> [DIRECTIONS]: Apart from the images, every record here needs to be copied exactly.

> [EXERCISE MATERIALS]:
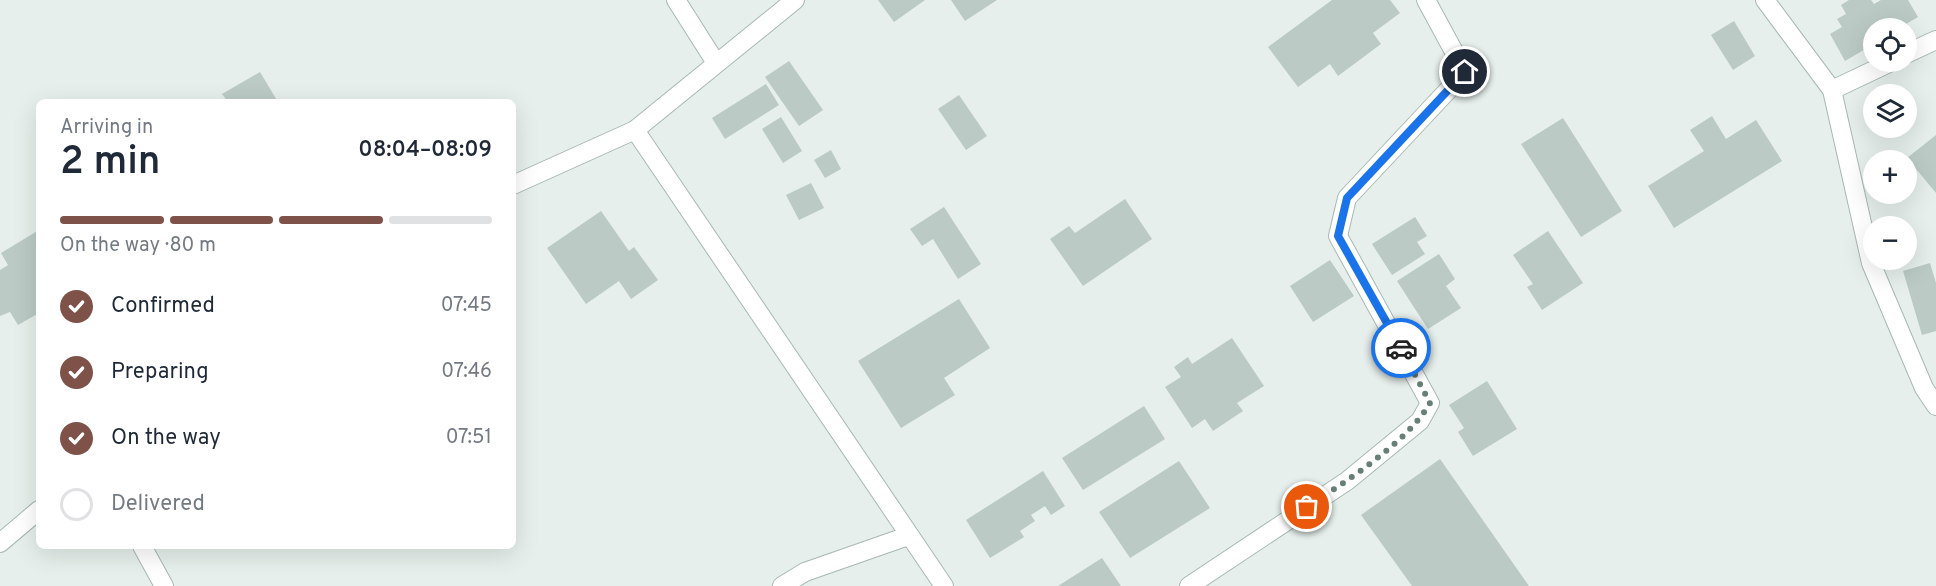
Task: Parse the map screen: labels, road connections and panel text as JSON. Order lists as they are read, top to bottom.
{
  "page": {
    "map_buttons": ["+", "−"],
    "heading": ["2 min", "Arriving in", "08:04–08:09"],
    "bar": "On the way · 80 m",
    "list": [
      ["Confirmed", "07:45"],
      ["Preparing", "07:46"],
      ["On the way", "07:51"],
      "Delivered"
    ]
  }
}
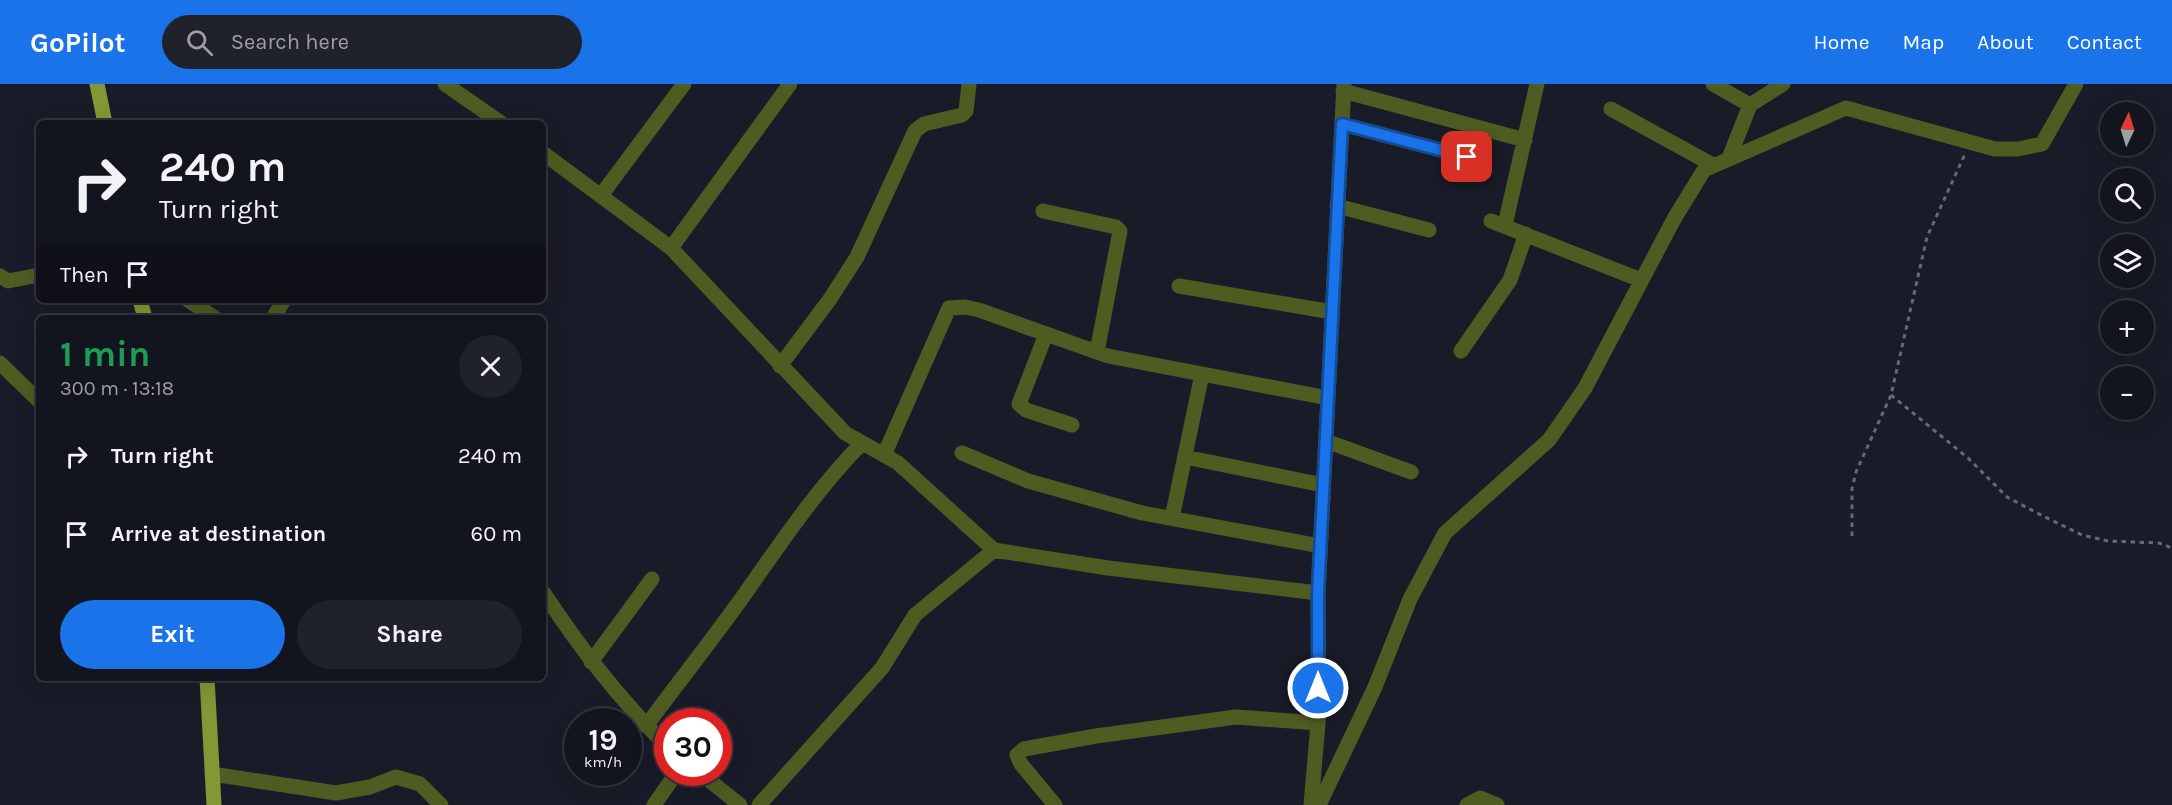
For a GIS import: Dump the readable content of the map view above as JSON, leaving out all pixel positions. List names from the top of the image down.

> [FINISHED TASK]:
Task: Parse the map screen: labels, road connections and panel text as JSON. Order lists as they are read, top to bottom.
{
  "page": {
    "map_buttons": ["+", "−"],
    "heading": ["2 min", "Arriving in", "08:04–08:09"],
    "bar": "On the way · 80 m",
    "list": [
      ["Confirmed", "07:45"],
      ["Preparing", "07:46"],
      ["On the way", "07:51"],
      "Delivered"
    ]
  }
}
For a GIS import: Dump the readable content of the map view above as JSON, leaving out all pixel positions. List names from the top of the image down.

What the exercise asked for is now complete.